● **WHAT IS REQUIRED**: Scan the entries below for the word "order" and copy every line where it turns up.

● **PROVIDED ENTRIES**:

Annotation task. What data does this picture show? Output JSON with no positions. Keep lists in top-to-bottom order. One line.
...
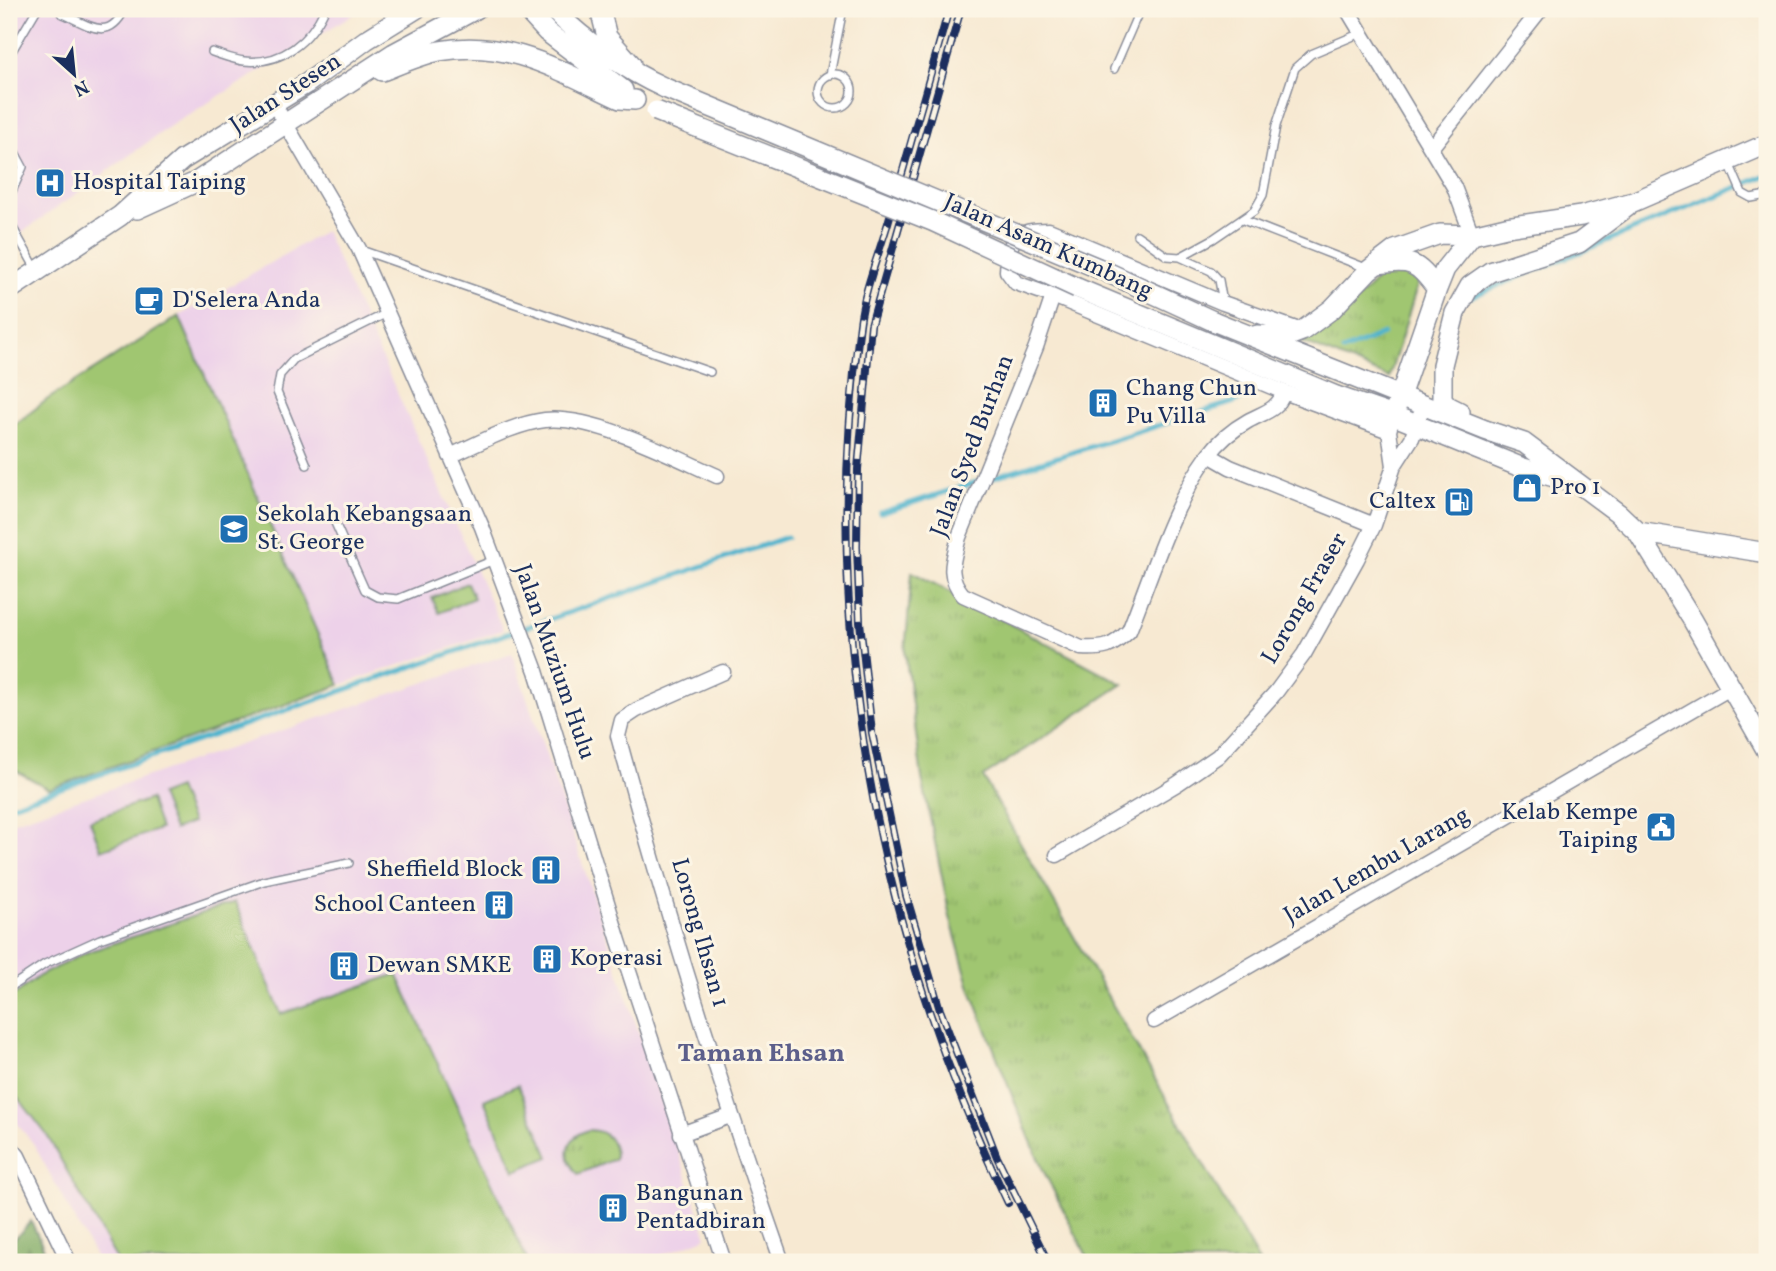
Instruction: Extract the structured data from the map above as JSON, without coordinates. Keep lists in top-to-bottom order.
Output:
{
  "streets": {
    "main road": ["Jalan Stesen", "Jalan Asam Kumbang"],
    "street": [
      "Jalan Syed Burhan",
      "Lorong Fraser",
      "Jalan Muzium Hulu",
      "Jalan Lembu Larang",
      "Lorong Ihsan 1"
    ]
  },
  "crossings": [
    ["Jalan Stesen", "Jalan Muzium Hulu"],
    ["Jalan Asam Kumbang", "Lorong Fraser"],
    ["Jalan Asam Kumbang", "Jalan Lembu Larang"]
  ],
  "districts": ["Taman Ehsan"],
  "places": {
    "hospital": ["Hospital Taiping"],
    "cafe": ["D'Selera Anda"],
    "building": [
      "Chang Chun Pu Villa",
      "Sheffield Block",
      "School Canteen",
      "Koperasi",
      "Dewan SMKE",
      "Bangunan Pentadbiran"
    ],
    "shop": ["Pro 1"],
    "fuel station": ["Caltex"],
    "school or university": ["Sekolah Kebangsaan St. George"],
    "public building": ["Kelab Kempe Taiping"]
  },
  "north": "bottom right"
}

● **RESULT OF THIS EXERCISE**:
Annotation task. What data does this picture show? Output JSON with no positions. Keep lists in top-to-bottom order. One line.
Instruction: Extract the structured data from the map above as JSON, without coordinates. Keep lists in top-to-bottom order.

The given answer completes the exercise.